Rasa lega tersebut tidak berlangsung lama sebab Wiwid mulai frustasi dengan keadaan tersebut, salah satu alasannya adalah dia takut rekan aktivisnya akan berpikir bahwa Wiwid sedang melakukan pengkhianatan. Oleh karena itu, dia mencari cara untuk bisa berkomunikasi dan melakukan koordinasi dengan mereka kembali.
Setelah dua pekan belajar di kampus, Wiwid memutuskan untuk menghubungi Arya di Jakarta. Gadis itu merasa perlu untuk membicarakan masalah ini. Untuk itu, dia rela menyisihkan uang agar bisa melakukan panggilan interlokal yang berbiaya mahal. Sebenarnya, dia bisa saja meminta Arya untuk menelepon ke rumah, tetapi hal tersebut menjadi mustahil jika yang mereka bicarakan tentang pergerakan.
“Jadi, menurutmu bagaimana, Mas? Tidak mungkin aku berhenti sampai di sini. Tapi aku juga kesulitan menghubungi mereka. Sepertinya … langkahku jadi sangat terbatas sejak kejadian itu. Walaupun aku bukan orang penting, tetapi aku merasa wajib mengambil bagian. Aku tidak bisa menjadi orang skeptis yang hanya memikirkan masa depanku sendiri.”
“Hm … begini saja, Biar aku yang menghubungi Jabo dan menjelaskan keadaanmu saat ini.”
“Tapi, apa nggak menjadi masalah, jika mereka tahu bahwa orang tuaku tentara aktif?”
“Jangan dipikirkan, kamu bisa memberikan sumbangsih berupa ide atau hal lain yang tak kalah bermanfaat, tanpa harus mempertaruhkan sesuatu.”
Gadis itu merasa lega setelah berunding dengan Arya. Karena terbatasnya keuangan, mereka mengakhiri pembicaraan dan memilih “bicara” lebih lanjut via email dan mIRC.

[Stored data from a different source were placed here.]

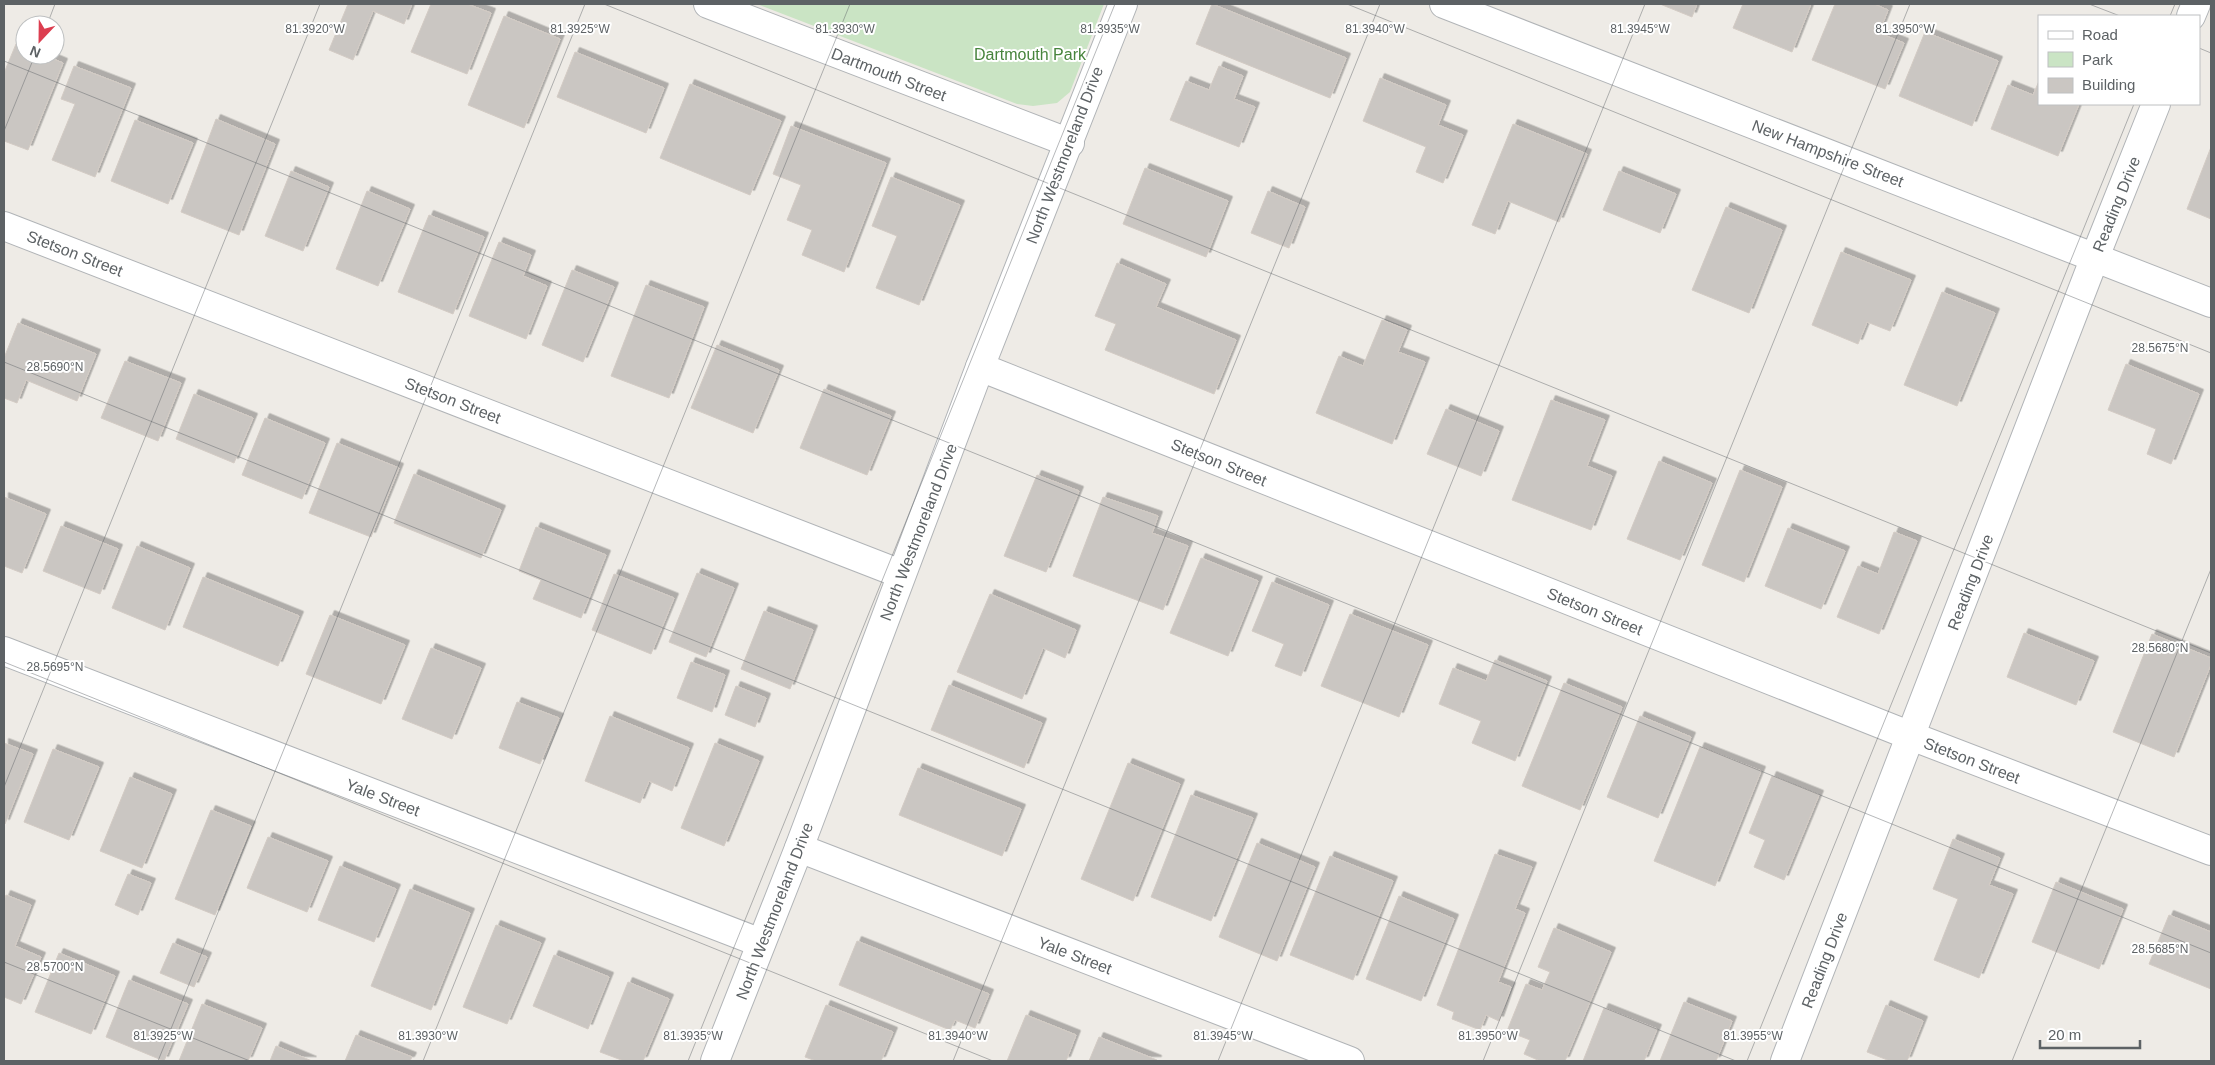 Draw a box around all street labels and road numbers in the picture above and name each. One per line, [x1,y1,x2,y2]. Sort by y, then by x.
street label: Dartmouth Street [829,45,949,104]
street label: North Westmoreland Drive [1023,64,1106,246]
street label: New Hampshire Street [1750,117,1907,190]
street label: Reading Drive [2090,154,2143,254]
street label: Stetson Street [24,227,126,280]
street label: Stetson Street [402,374,504,427]
street label: Stetson Street [1169,436,1270,490]
street label: North Westmoreland Drive [877,441,960,623]
street label: Reading Drive [1944,532,1997,633]
street label: Stetson Street [1545,585,1646,639]
street label: Stetson Street [1921,734,2023,787]
street label: Yale Street [343,776,423,820]
street label: North Westmoreland Drive [733,820,816,1002]
street label: Reading Drive [1798,910,1851,1011]
street label: Yale Street [1035,934,1115,978]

Mempertimbangakan apa yang baru dialami Wiwid dan yang lainnya, mereka memutuskan untuk tetap berkomunikasi melalui forum tersebut. Demikian juga dengan situasi yang dihadapi Wiwid. Mereka sepakat agar gadis itu tiarap untuk sementara waktu. Arya memberikan kabar bahwa aliansi mahasiswa akan melakukan demonstrasi besar-besaran pada 20 Mei 1998 di Gedung Kura-kura jika pemerintah tidak juga mampu mengambil tindakan nyata untuk mengatasi krisis. Untuk itu, Arya meminta mereka untuk mempersiapkan diri dan datang pada tanggal 17 Mei, tiga hari sebelum aksi dilaksanakan. Dia tidak meminta Wiwid untuk ikut bersama mereka, tetapi gadis itu menyanggupi untuk bergabung dalam aksi.

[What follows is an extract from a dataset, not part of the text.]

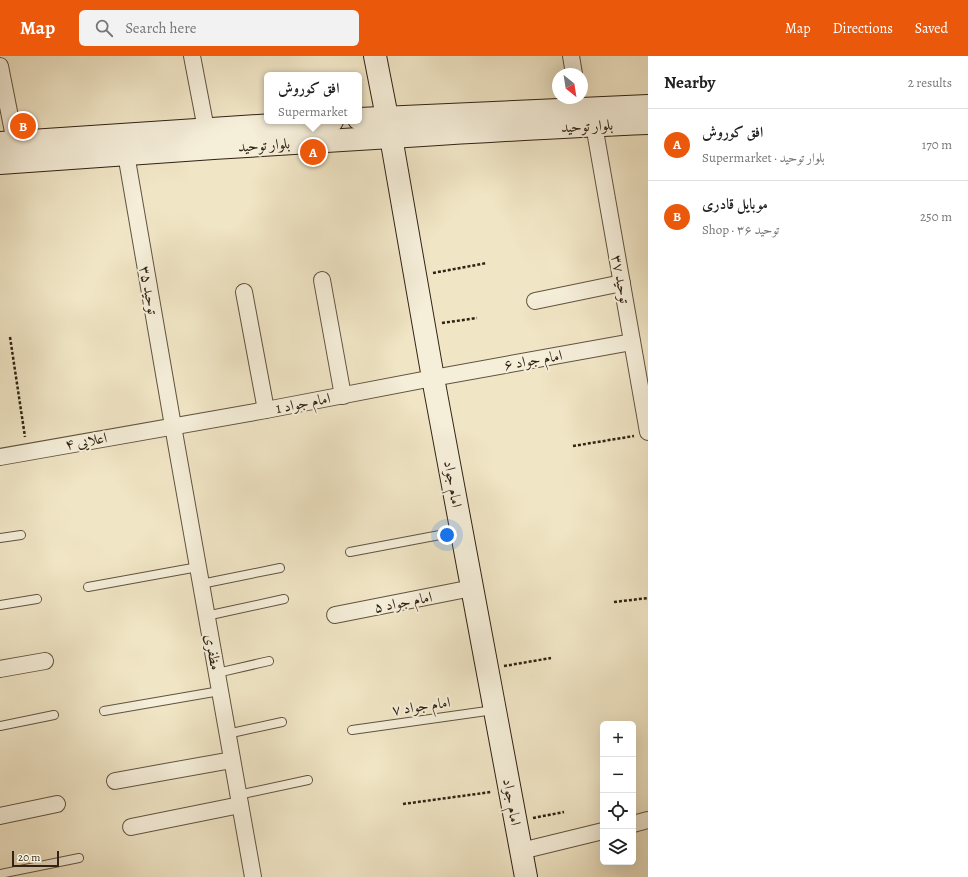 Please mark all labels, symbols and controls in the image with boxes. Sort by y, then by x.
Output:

Meroketnya harga kebutuhan akibat kenaikan BBM, PHK massal juga terjadi di setiap penjuru kota, menghilangnya sembako, turut menambah penderitaan masyarakat. Hal tersebut meningkatkan gelombang protes di berbagai wilayah. Kaum buruh yang mengeluhkan pemecatan tanpa pesangon dan sulitnya mencari lapangan pekerjaan yang baru, petani yang menjerit karena hasil bumi tidak menutup biaya tanam dan tenaga, para pedagang yang terus merugi karena turunnya daya beli menjadikan mereka berada di belakang mahasiswa untuk menyampaikan aspirasi kepada pemerintah. Krisis ekonomi tampak nyata telah menciptakan kerapuhan fundamental yang terus merambat ke semua sektor. Bahkan mahasiswa turut merasakan dampaknya secara langsung, terutama yang sedang mengerjakan skripsi mengeluhkan melonjaknya harga kertas HVS. Jika semula mereka bisa membeli seharga Rp. 12.500-15.000 per rim, kali ini mereka harus merogoh kocek lebih dalam. Hal-hal tersebut bahkan telah berlangsung sejak awal tahun 1998.

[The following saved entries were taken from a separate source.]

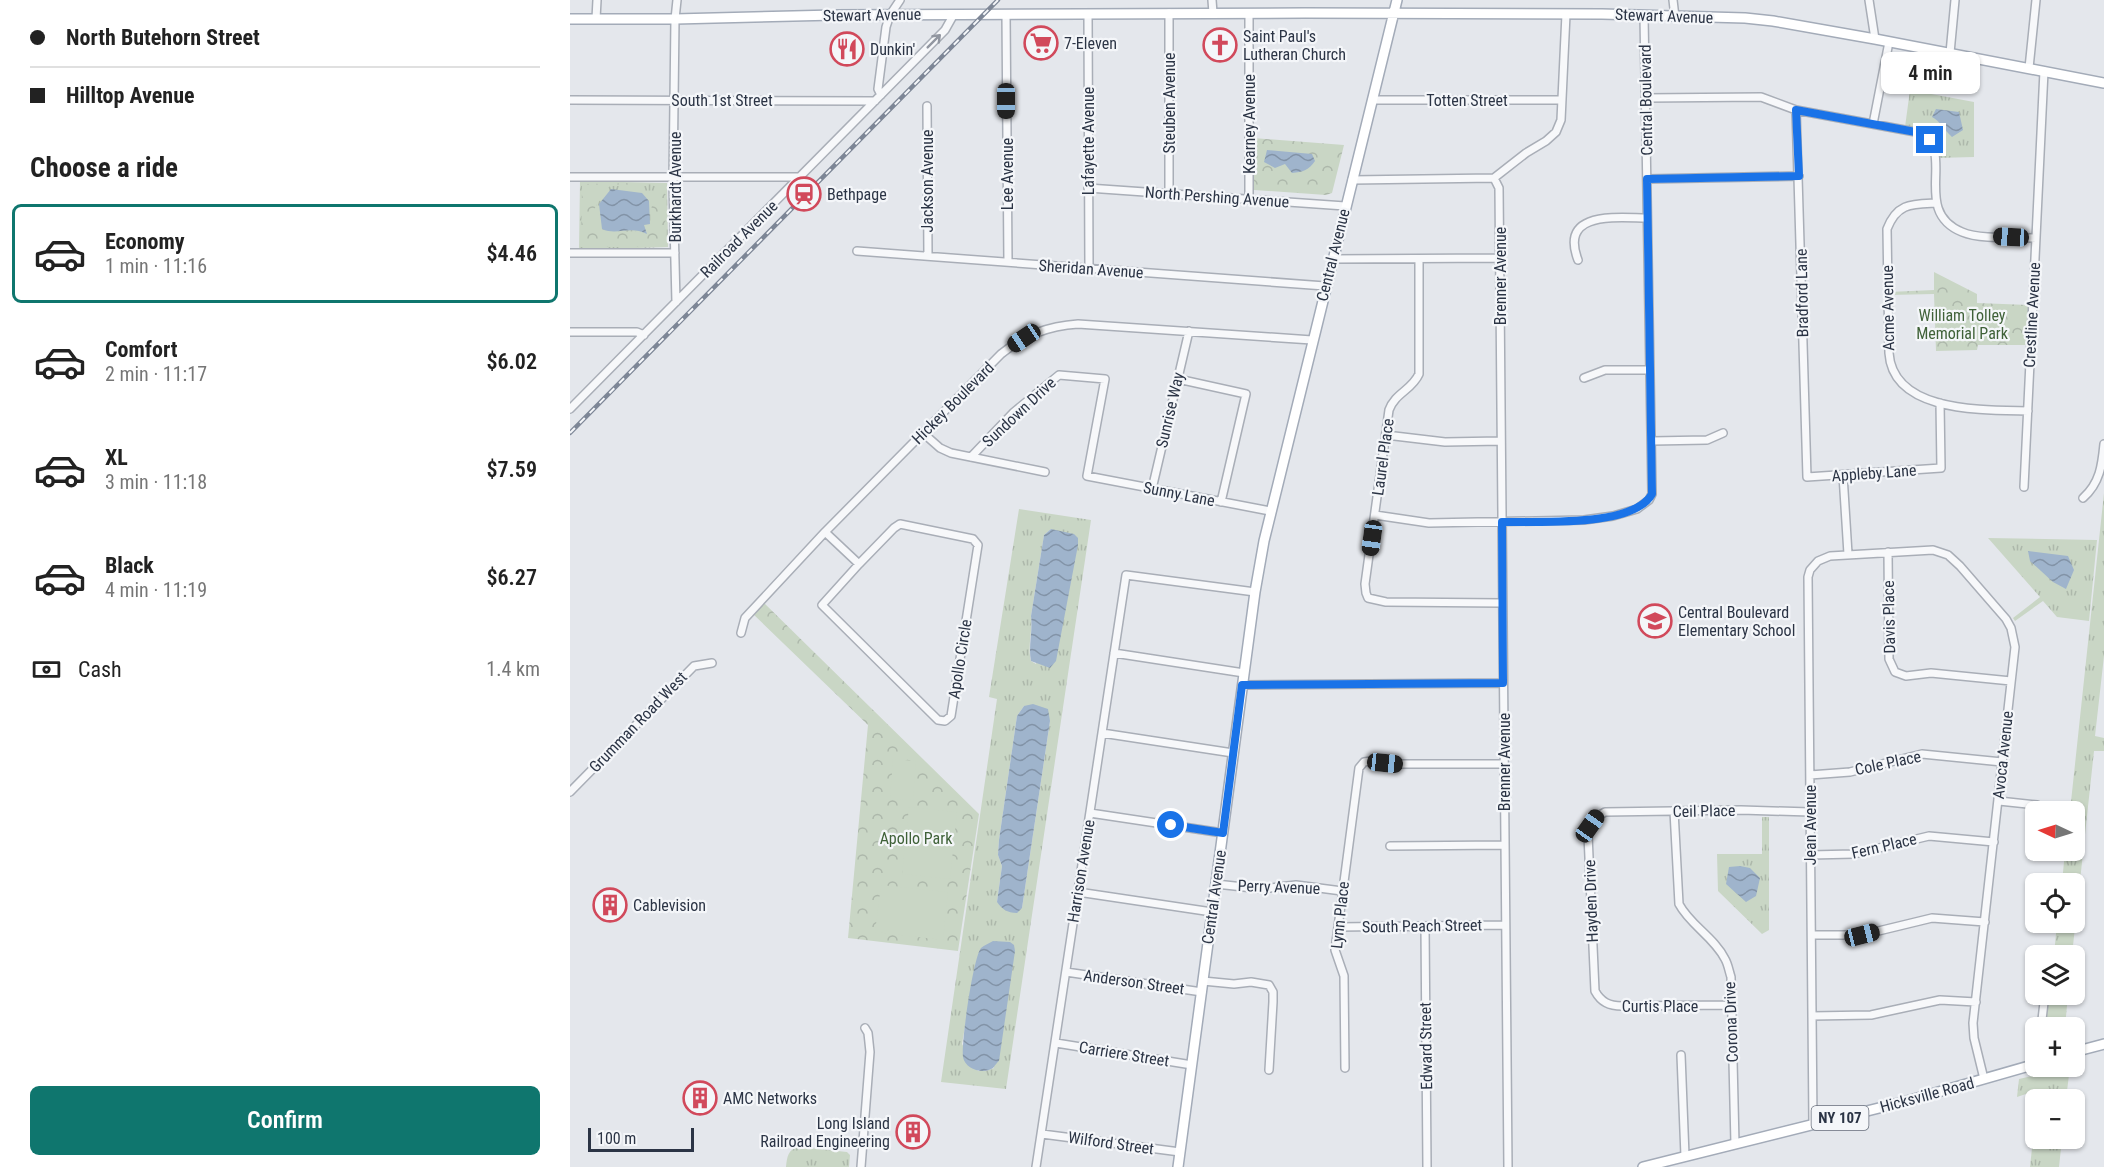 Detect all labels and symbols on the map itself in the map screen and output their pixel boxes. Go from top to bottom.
street label: Stewart Avenue [823,5,921,25]
street label: Stewart Avenue [1615,5,1713,27]
supermarket icon: 7-Eleven [1023,25,1059,61]
church icon: Saint Paul's Lutheran Church [1202,27,1238,63]
place label: Saint Paul's Lutheran Church [1243,27,1346,64]
restaurant icon: Dunkin' [829,31,865,67]
one-way arrow [926,33,941,48]
place label: 7-Eleven [1064,34,1117,53]
place label: Dunkin' [870,40,915,59]
street label: Central Boulevard [1636,44,1656,156]
street label: Steuben Avenue [1160,52,1179,154]
callout: 4 min [1880,53,1980,95]
street label: Kearney Avenue [1240,74,1259,174]
car [997,83,1015,119]
street label: Lafayette Avenue [1079,87,1098,195]
street label: South 1st Street [671,91,773,110]
street label: Totten Street [1426,91,1508,110]
route end [1916,126,1943,153]
street label: Jackson Avenue [918,130,937,232]
street label: Burkhardt Avenue [666,131,685,243]
street label: Lee Avenue [998,138,1017,210]
station icon: Bethpage [786,176,822,212]
street label: North Pershing Avenue [1144,182,1290,212]
place label: Bethpage [827,185,887,204]
street label: Railroad Avenue [696,196,782,282]
street label: Central Avenue [1312,207,1354,303]
street label: Brenner Avenue [1491,227,1510,325]
car [1993,227,2029,247]
street label: Bradford Lane [1792,248,1812,338]
street label: Sheridan Avenue [1038,256,1144,282]
street label: Crestline Avenue [2020,262,2044,368]
street label: Acme Avenue [1878,265,1898,351]
park label: William Tolley Memorial Park [1916,306,2009,343]
car [1004,320,1044,356]
street label: Hickey Boulevard [908,358,998,448]
street label: Sunrise Way [1152,370,1188,450]
street label: Sundown Drive [978,373,1060,451]
street label: Laurel Place [1368,417,1398,497]
street label: Appleby Lane [1831,461,1917,485]
street label: Sunny Lane [1142,478,1216,510]
car [1361,519,1383,557]
street label: Davis Place [1879,580,1899,654]
school or university icon: Central Boulevard Elementary School [1637,603,1673,639]
place label: Central Boulevard Elementary School [1678,603,1795,640]
street label: Apollo Circle [944,618,976,700]
street label: Grumman Road West [585,668,691,776]
street label: Avoca Avenue [1989,710,2017,800]
street label: Brenner Avenue [1495,713,1514,811]
street label: Cole Place [1853,747,1923,779]
car [1366,752,1404,774]
street label: Jean Avenue [1801,785,1820,865]
street label: Ceil Place [1672,801,1736,821]
north arrow [2025,801,2085,861]
car [1572,806,1608,846]
route start [1157,811,1184,838]
street label: Harrison Avenue [1063,818,1099,924]
park label: Apollo Park [880,829,953,848]
street label: Fern Place [1850,829,1918,863]
street label: Central Avenue [1198,849,1230,945]
street label: Hayden Drive [1580,859,1602,943]
street label: Perry Avenue [1237,876,1321,898]
street label: Lynn Place [1327,880,1353,950]
building icon: Cablevision [592,887,628,923]
place label: Cablevision [633,896,706,915]
street label: South Peach Street [1362,915,1483,937]
car [1842,922,1882,948]
street label: Anderson Street [1082,966,1186,999]
street label: Corona Drive [1720,981,1742,1063]
street label: Curtis Place [1622,997,1698,1016]
street label: Edward Street [1416,1002,1436,1090]
street label: Carriere Street [1078,1037,1171,1071]
street label: Hicksville Road [1878,1073,1976,1117]
building icon: AMC Networks [682,1080,718,1116]
place label: AMC Networks [723,1089,817,1108]
road number: NY 107 [1812,1106,1868,1130]
place label: Long Island Railroad Engineering [760,1114,890,1151]
building icon: Long Island Railroad Engineering [895,1114,931,1150]
scale bar [588,1125,694,1152]
street label: Wilford Street [1067,1128,1155,1158]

Karena kondisi ekonomi yang dianggap semakin menyulitkan masyarakat, protes tidak hanya muncul dari kalangan mahasiswa saja. Bersatunya Amien Rais, Gus Dur dan Megawati seakan membawa angin segar dan harapan baru agar kondisi karut marut negeri ini bisa segera dibenahi. Dukungan terus mengalir untuk mendesak pemerintah mengambil langkah pasti dan nyata. Para dosen di berbagai kampus turut memberikan restu kepada mahasiswanya untuk turut turun ke jalan dan melakukan protes.
Rasa patriotisme yang berkobar membuat Wiwid diam-diam mengurus cuti tanpa sepengetahuan keluarganya. Dia tetap berangkat ke kampus dan pulang tepat waktu untuk menghindari kecurigaan bapak dan ibunya.
Meningkatnya aksi mahasiswa dan buruh menyebabkan aparat harus ikut bekerja keras untuk menjaga suasana tetap kondusif. Demikian juga dengan ayah Wiwid, sehingga dia merasa lebih leluasa.